Lebanese President Joseph Aoun has sharply condemned Iran's interference in his country, accusing Tehran of exploiting Lebanon as a bargaining chip in its ongoing nuclear negotiations with the United States. Speaking in an interview broadcast on CNN on Friday, Aoun told Iran directly: "This is not your country, it is ours. You have no right to intervene in our country." Lebanese Prime Minister Nawaf Salam echoed this sentiment at a humanitarian conference in Beirut, urging Iran to "have mercy on southern Lebanon" and stop treating it and its people "as a tool to improve its negotiating position."
The statements come amid renewed conflict in Lebanon that erupted in early March, when Hezbollah — the Iran-backed Lebanese Islamist movement — attacked Israel following the death of Iran's Supreme Leader Ali Khamenei during an Israeli-American offensive on Iran on 28 February. Since then, more than 3,550 people have been killed in Lebanon. A fourth round of direct Lebanese-Israeli negotiations in Washington concluded on Wednesday, producing a new agreement, after an earlier truce declared on 17 April had repeatedly failed to hold. The proposed deal conditions a ceasefire on a complete halt to Hezbollah's fire, while allowing Israeli military operations in southern Lebanon to continue for now. Tehran has demanded that any deal with Washington also include an end to hostilities on the Lebanese front, and Iran's Revolutionary Guards called on Thursday for a full Israeli withdrawal from Lebanon.

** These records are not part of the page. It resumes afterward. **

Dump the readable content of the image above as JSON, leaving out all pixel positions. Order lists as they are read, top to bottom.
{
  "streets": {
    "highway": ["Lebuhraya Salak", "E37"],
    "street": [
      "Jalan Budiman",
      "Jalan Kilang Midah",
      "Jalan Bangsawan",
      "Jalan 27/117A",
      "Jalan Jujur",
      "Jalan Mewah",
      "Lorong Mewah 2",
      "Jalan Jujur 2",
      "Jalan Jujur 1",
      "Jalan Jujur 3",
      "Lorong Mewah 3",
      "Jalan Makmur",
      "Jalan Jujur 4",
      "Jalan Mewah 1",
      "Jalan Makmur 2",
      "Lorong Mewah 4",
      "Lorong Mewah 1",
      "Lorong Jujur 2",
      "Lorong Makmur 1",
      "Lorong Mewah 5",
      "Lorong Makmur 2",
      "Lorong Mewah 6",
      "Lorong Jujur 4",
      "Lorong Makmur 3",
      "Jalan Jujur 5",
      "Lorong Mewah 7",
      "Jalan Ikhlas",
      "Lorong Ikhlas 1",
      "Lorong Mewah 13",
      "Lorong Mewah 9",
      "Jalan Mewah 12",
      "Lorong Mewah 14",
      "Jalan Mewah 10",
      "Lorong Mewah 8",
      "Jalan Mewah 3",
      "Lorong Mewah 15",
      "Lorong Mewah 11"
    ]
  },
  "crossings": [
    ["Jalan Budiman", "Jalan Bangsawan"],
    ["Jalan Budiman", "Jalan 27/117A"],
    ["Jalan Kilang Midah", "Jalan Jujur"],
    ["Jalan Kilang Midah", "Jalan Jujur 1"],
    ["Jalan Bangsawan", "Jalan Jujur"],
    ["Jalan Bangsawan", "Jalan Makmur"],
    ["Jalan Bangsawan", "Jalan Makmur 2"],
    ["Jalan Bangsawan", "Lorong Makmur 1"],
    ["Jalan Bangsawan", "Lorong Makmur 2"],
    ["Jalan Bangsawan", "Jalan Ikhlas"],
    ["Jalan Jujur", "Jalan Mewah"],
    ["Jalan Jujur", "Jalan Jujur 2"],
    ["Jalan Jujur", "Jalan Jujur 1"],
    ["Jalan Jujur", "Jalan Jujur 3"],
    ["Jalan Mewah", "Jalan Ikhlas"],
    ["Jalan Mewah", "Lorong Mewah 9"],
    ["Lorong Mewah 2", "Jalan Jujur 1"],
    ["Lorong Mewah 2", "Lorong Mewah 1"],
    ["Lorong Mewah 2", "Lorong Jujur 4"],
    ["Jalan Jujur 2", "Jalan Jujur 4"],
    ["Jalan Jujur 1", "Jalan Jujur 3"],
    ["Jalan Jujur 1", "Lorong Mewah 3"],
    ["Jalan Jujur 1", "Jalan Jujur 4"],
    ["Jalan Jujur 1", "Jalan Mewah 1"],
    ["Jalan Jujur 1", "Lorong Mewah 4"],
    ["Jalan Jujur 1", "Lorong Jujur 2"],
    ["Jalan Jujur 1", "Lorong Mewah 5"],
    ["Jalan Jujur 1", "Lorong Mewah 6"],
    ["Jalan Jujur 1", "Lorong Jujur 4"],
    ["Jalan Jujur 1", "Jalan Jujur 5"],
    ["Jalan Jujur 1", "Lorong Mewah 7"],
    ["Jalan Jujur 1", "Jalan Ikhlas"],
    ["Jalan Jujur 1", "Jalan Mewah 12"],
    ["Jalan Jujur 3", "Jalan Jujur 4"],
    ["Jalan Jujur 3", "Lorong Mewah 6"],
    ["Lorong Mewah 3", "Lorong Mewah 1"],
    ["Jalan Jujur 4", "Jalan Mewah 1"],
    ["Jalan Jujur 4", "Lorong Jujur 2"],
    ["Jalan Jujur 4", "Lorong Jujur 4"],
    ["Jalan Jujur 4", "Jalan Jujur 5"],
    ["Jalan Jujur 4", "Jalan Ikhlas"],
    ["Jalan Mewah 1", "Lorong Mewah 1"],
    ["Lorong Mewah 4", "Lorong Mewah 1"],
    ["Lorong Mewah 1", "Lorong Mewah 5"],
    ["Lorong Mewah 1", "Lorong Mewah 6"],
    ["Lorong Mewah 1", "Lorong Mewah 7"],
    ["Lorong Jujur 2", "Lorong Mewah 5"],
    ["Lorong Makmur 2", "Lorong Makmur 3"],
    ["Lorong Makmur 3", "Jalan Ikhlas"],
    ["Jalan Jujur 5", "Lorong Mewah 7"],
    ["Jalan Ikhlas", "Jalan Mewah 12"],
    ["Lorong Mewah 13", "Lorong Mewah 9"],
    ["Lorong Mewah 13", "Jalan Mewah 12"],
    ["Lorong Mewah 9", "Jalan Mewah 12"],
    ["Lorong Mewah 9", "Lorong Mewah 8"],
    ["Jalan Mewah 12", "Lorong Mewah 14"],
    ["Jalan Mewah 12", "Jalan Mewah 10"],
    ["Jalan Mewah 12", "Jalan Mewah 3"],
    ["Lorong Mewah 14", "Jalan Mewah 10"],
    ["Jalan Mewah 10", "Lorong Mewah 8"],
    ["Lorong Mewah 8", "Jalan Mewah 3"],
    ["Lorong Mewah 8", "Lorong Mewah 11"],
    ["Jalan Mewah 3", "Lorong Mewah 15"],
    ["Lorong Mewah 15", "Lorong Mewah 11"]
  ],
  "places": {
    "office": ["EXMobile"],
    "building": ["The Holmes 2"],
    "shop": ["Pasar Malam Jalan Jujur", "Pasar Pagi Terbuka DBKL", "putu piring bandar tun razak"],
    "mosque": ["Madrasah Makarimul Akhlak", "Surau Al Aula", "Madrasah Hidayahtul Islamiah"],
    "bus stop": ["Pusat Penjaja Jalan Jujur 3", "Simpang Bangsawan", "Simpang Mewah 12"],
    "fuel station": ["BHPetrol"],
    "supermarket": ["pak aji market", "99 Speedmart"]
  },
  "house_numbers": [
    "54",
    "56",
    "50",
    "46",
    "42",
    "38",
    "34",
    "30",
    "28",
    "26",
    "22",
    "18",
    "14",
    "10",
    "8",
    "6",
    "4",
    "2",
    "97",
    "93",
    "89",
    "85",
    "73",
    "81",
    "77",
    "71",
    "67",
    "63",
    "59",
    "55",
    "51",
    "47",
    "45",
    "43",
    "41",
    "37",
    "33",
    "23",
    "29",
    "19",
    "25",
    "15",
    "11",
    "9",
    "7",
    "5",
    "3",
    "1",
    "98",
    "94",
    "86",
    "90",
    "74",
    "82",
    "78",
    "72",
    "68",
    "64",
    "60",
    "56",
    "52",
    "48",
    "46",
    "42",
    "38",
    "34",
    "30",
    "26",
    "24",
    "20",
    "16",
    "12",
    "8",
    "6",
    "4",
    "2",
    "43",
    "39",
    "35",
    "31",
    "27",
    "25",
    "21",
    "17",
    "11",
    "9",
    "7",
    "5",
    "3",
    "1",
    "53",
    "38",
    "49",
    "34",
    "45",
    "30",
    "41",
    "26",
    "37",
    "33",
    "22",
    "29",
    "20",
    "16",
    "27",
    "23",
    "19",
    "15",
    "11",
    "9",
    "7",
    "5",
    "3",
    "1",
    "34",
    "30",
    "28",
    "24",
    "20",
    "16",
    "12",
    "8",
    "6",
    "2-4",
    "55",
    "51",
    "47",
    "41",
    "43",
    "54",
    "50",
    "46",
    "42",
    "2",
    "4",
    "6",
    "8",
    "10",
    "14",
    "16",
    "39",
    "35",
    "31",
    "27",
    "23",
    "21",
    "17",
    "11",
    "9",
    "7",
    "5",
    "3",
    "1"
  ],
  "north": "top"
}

Hezbollah's leader Naim Qassem rejected the Washington agreement on Thursday. Speaker of the Lebanese parliament Nabih Bri also criticised the draft deal, calling it a "hybrid agreement" containing "booby-trapped" clauses, arguing that any acceptable arrangement must include an unconditional and comprehensive ceasefire and a parallel withdrawal of both Hezbollah fighters from south of the Litani River and Israeli forces from occupied areas. A Lebanese MP, Michel Douaihy, offered a different view, arguing the Washington agreement represents the best achievable outcome under current circumstances, and that Hezbollah's opposition stems from the Lebanese state having chosen to take the initiative and assume responsibility for protecting its citizens.
President Aoun called on Hezbollah to accept that diplomacy is the only viable path forward. "It is about the Lebanese people, not the people of Naim Qassem," he said, adding that "the majority of the Lebanese people are tired of war." He also pressed Israel to demonstrate genuine willingness to end hostilities, while insisting that the question of Hezbollah's arms — the only militia in Lebanon that refused to disarm following the country's 1975–1990 civil war — must be resolved through internal Lebanese political processes. The situation on the ground remained volatile on Friday, with the Israeli army issuing evacuation warnings to several towns in southern Lebanon and Hezbollah reporting drone strikes against Israeli forces in the area.